# [PROBLEM TO WORK ON]
The line containing "inset:0; background:#bcc490; transform-origin:0" marks the end: extract everything from the first line of the data through that line, exactly, with no pictures.

# [TASK INPUT]

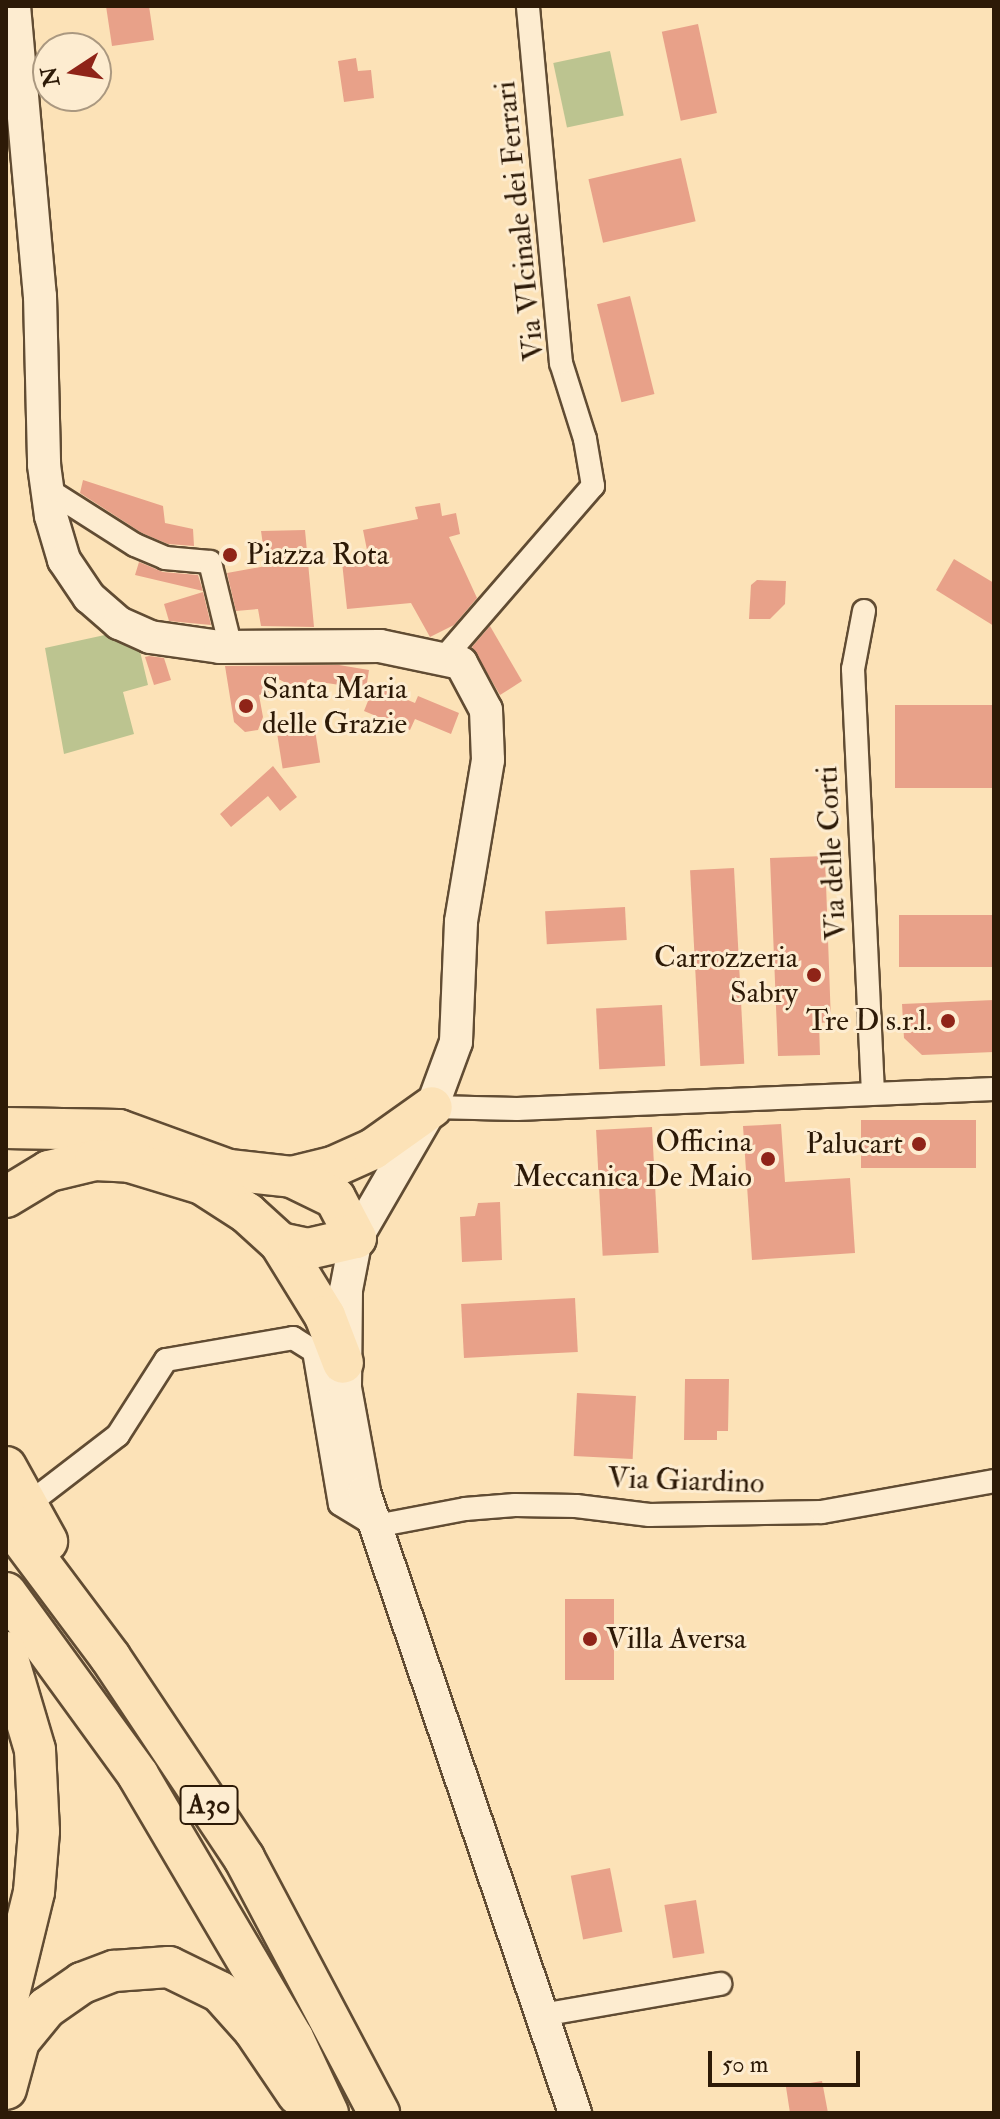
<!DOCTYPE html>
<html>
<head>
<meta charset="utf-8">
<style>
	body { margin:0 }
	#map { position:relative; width:1000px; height:2119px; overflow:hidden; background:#fce2b7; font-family:"IM FELL Double Pica",serif }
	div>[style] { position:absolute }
	.green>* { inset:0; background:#bcc490; transform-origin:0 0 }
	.building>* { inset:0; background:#e8a189; transform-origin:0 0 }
	.roads { filter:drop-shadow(2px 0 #614c33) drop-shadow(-2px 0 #614c33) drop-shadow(0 2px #614c33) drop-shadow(0 -2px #614c33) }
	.street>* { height:22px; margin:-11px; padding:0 11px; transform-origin:11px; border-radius:11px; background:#fdecd0 }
	.secondary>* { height:32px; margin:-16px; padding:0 16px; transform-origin:16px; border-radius:16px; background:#fdecd0 }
	.highway>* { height:40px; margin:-20px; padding:0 20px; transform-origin:20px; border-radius:20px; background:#fce2b7 }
	.dots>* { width:22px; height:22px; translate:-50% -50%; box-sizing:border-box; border:4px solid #fdecd0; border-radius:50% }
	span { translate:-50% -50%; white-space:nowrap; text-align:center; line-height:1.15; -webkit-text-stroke:6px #fdecd0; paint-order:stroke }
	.shield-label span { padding:2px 6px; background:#fdecd0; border:2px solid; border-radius:6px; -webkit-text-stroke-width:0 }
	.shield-label { font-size:28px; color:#2d1a07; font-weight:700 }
	.street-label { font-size:30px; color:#2d1a07 }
	.poi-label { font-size:30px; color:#2d1a07 }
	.left { translate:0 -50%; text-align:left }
	.right { translate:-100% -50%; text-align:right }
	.frame { position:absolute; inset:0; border:8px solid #2d1a07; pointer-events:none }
	.north { position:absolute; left:32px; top:32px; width:80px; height:80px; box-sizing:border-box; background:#fdecd0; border:2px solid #aa9880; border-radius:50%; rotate:258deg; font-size:22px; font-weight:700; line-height:32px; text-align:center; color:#2d1a07 }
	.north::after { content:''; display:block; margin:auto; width:28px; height:36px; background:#8f2418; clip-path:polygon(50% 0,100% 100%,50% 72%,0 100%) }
	.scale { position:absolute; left:708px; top:2051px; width:152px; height:36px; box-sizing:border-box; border:4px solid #2d1a07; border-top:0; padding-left:10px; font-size:24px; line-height:28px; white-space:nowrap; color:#2d1a07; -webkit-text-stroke:6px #fdecd0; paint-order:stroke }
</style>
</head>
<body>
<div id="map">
	<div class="green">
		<div style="left:610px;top:51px;width:66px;height:58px;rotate:78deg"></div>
		<div style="clip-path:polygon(114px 633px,139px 647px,148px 685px,123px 692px,134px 734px,64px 754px,45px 648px)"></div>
	</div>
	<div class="building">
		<div style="clip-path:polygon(106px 6px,149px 6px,154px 40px,112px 46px)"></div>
		<div style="left:698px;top:24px;width:91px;height:37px;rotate:78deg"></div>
		<div style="clip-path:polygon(356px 58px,358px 71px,371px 70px,374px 98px,344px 102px,338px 61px)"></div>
		<div style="left:681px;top:158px;width:65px;height:95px;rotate:77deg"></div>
		<div style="left:630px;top:296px;width:101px;height:34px;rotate:76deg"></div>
		<div style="clip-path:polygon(83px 480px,163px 506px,165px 523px,193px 529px,194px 546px,168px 544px,142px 533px,80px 493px)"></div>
		<div style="clip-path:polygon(440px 503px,442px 516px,456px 513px,460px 534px,449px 537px,477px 598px,454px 625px,430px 637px,411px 603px,347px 609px,342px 562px,369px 560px,363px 530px,418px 519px,415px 507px)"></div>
		<div style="clip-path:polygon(305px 530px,314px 627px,261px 626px,258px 609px,236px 611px,227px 573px,266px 566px,261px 531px)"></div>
		<div style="clip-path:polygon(954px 559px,994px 583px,994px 626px,936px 590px)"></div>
		<div style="clip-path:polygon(139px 562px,163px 572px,198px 575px,203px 591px,135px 575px)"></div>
		<div style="clip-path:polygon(757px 580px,786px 581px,785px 604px,770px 619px,749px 619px,751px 585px)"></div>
		<div style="clip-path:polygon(203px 592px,211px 625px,169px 621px,164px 604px)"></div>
		<div style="clip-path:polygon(490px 626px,522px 681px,500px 695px,472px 647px)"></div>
		<div style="clip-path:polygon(149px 656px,164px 658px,171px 680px,154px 685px,145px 657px)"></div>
		<div style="clip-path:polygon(339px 665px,369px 670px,366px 689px,307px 680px,305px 693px,267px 673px,269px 692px,259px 695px,263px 717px,258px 730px,245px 732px,234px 722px,225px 666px)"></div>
		<div style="clip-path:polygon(374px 686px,415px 703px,418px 696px,459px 713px,451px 734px,415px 719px,410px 730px,364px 711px)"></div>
		<div style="left:994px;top:705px;width:83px;height:99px;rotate:90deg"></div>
		<div style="left:315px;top:730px;width:33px;height:38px;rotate:81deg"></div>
		<div style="clip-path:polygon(273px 766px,297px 797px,280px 811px,268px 796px,231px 827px,220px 814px)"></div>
		<div style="clip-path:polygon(825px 856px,831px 1022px,819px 1023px,820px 1055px,778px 1056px,770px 858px)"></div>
		<div style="left:734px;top:868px;width:196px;height:44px;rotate:87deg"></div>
		<div style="left:625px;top:907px;width:33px;height:80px;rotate:87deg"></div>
		<div style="left:994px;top:915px;width:52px;height:95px;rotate:90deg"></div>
		<div style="clip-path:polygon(994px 1000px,994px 1052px,922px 1055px,904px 1038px,902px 1004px)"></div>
		<div style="left:662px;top:1005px;width:61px;height:66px;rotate:87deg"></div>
		<div style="left:976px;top:1120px;width:48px;height:115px;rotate:90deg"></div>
		<div style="clip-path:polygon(781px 1124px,785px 1182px,850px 1178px,855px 1253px,752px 1260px,743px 1126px)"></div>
		<div style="left:652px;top:1127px;width:126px;height:56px;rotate:87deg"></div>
		<div style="clip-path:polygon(500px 1202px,502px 1260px,462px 1262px,460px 1217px,475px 1216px,478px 1203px)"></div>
		<div style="left:575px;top:1298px;width:54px;height:114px;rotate:87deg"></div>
		<div style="clip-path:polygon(685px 1379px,729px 1379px,728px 1431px,717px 1431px,717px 1440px,684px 1440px)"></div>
		<div style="left:577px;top:1393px;width:59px;height:63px;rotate:3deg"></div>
		<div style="left:565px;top:1599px;width:49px;height:81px"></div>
		<div style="left:610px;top:1868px;width:65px;height:40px;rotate:79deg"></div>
		<div style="left:696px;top:1900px;width:54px;height:32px;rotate:81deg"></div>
		<div style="clip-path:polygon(822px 2081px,828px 2113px,790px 2113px,786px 2087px)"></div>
	</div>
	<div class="roads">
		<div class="street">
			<div style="left:47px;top:489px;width:104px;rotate:32.5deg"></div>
			<div style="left:135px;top:545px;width:33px;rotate:23deg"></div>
			<div style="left:165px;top:558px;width:45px;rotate:5.1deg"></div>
			<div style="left:210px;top:562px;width:89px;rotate:76.3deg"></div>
			<div style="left:864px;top:611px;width:59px;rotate:100.7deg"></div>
			<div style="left:853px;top:669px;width:424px;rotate:87.3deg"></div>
			<div style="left:443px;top:659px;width:229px;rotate:-49.1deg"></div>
			<div style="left:593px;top:486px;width:48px;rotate:-99.7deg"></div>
			<div style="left:585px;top:439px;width:80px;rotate:-107.5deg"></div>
			<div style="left:561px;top:363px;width:359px;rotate:-95.3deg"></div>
			<div style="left:432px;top:1107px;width:85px;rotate:1.3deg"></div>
			<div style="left:517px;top:1109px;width:477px;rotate:-2.4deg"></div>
			<div style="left:35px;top:1499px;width:105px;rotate:-37.6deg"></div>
			<div style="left:118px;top:1435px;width:89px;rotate:-57.4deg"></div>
			<div style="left:166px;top:1360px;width:129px;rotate:-9.8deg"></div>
			<div style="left:293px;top:1338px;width:25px;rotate:32deg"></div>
			<div style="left:314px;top:1351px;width:155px;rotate:80.4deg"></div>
			<div style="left:340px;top:1504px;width:42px;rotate:31.4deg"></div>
			<div style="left:376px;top:1526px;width:91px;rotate:-10.8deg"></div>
			<div style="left:465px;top:1509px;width:50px;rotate:-4.6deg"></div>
			<div style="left:515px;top:1505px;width:61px;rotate:0.9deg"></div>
			<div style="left:576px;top:1506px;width:74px;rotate:7deg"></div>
			<div style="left:649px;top:1515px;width:173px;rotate:-1deg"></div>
			<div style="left:822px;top:1512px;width:175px;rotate:-10.2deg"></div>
			<div style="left:542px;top:2015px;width:181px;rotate:-9.9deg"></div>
		</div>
		<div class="secondary">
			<div style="left:14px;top:6px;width:291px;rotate:84.9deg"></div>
			<div style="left:40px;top:296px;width:169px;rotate:88.6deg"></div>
			<div style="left:44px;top:465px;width:51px;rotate:82.2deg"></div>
			<div style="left:51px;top:516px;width:46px;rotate:73.5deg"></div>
			<div style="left:64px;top:560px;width:45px;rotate:56deg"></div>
			<div style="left:89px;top:597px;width:40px;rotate:41deg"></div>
			<div style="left:119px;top:623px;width:34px;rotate:24deg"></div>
			<div style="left:150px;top:637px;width:71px;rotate:8.1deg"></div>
			<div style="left:220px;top:647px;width:160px;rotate:-0.4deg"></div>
			<div style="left:380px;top:646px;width:83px;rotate:11.9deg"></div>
			<div style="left:461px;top:663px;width:53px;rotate:62deg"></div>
			<div style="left:486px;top:710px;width:50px;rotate:87.7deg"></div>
			<div style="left:488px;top:760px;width:164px;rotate:99.5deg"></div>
			<div style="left:461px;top:922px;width:120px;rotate:92.4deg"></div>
			<div style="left:456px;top:1042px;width:69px;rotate:110.3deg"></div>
			<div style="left:432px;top:1107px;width:151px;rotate:120.1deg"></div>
			<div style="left:356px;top:1238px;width:53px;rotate:100.9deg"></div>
			<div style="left:346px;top:1290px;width:98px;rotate:90.6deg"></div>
			<div style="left:345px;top:1388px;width:106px;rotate:79.6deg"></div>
			<div style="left:364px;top:1492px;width:656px;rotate:71.23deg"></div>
		</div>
		<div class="highway">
			<div style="left:6px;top:1128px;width:113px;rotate:1deg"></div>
			<div style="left:119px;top:1130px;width:117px;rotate:20deg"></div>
			<div style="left:229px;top:1170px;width:63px;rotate:6.3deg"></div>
			<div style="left:292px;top:1177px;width:42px;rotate:-13.7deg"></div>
			<div style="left:333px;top:1167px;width:44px;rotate:-24.2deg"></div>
			<div style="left:373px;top:1149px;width:72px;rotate:-35.4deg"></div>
			<div style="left:6px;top:1197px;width:50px;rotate:-31.2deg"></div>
			<div style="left:49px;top:1171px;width:47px;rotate:-13.4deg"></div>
			<div style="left:95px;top:1160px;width:35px;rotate:3deg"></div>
			<div style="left:130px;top:1162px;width:75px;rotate:17deg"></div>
			<div style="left:202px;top:1184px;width:54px;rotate:32.8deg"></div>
			<div style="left:247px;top:1213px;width:45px;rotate:42.3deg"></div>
			<div style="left:280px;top:1243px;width:86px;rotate:58.3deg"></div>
			<div style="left:325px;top:1316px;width:50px;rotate:69deg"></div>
			<div style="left:280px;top:1243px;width:29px;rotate:12deg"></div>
			<div style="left:308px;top:1249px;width:49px;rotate:-12.9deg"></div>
			<div style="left:356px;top:1238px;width:45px;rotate:-117.7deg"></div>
			<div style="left:335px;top:1198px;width:48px;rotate:-154deg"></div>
			<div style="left:6px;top:1467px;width:85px;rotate:61deg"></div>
			<div style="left:6px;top:1518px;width:174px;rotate:53.2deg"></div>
			<div style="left:110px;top:1657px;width:242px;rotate:56.3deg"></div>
			<div style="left:244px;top:1858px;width:289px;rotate:62.1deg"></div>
			<div style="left:6px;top:1593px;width:225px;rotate:54deg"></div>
			<div style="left:138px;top:1775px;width:305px;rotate:59.5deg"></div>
			<div style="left:293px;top:2038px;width:83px;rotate:65deg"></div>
			<div style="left:6px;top:1652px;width:102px;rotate:73.5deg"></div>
			<div style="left:35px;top:1750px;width:81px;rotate:87.2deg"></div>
			<div style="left:39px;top:1831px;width:61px;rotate:94.7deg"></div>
			<div style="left:34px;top:1892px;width:117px;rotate:103.8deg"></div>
			<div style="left:6px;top:2089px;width:50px;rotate:-74.8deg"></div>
			<div style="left:19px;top:2041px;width:43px;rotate:-50.7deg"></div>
			<div style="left:46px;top:2008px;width:44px;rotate:-34.8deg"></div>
			<div style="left:82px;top:1983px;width:34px;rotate:-21deg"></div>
			<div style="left:114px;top:1971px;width:55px;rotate:-4.2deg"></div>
			<div style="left:169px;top:1967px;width:57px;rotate:26.1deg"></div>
			<div style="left:220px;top:1992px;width:51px;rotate:48.2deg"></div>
			<div style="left:254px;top:2030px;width:78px;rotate:55.9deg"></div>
		</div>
	</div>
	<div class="dots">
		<div style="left:230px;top:555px;background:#8f2418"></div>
		<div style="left:246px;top:706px;background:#8f2418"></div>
		<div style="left:814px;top:975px;background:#8f2418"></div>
		<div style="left:948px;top:1021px;background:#8f2418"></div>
		<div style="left:919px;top:1144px;background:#8f2418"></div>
		<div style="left:768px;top:1159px;background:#8f2418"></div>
		<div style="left:590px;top:1639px;background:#8f2418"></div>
	</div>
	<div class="shield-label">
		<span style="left:209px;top:1805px">A30</span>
	</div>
	<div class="street-label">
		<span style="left:520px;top:221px;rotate:-96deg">Via VIcinale dei Ferrari</span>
		<span style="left:832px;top:853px;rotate:-93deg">Via delle Corti</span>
		<span style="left:686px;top:1481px;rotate:2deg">Via Giardino</span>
	</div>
	<div class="poi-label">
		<span class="left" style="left:246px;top:555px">Piazza Rota</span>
		<span class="left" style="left:262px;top:706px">Santa Maria<br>delle Grazie</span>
		<span class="right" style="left:798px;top:975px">Carrozzeria<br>Sabry</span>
		<span class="right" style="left:932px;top:1021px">Tre D s.r.l.</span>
		<span class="right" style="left:752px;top:1159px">Officina<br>Meccanica De Maio</span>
		<span class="right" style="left:903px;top:1144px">Palucart</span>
		<span class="left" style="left:606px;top:1639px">Villa Aversa</span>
	</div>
	<div class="frame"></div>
	<div class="north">N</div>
	<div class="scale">50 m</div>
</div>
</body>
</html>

# [ANSWER FOR THIS EXERCISE]
<!DOCTYPE html>
<html>
<head>
<meta charset="utf-8">
<style>
	body { margin:0 }
	#map { position:relative; width:1000px; height:2119px; overflow:hidden; background:#fce2b7; font-family:"IM FELL Double Pica",serif }
	div>[style] { position:absolute }
	.green>* { inset:0; background:#bcc490; transform-origin:0 0 }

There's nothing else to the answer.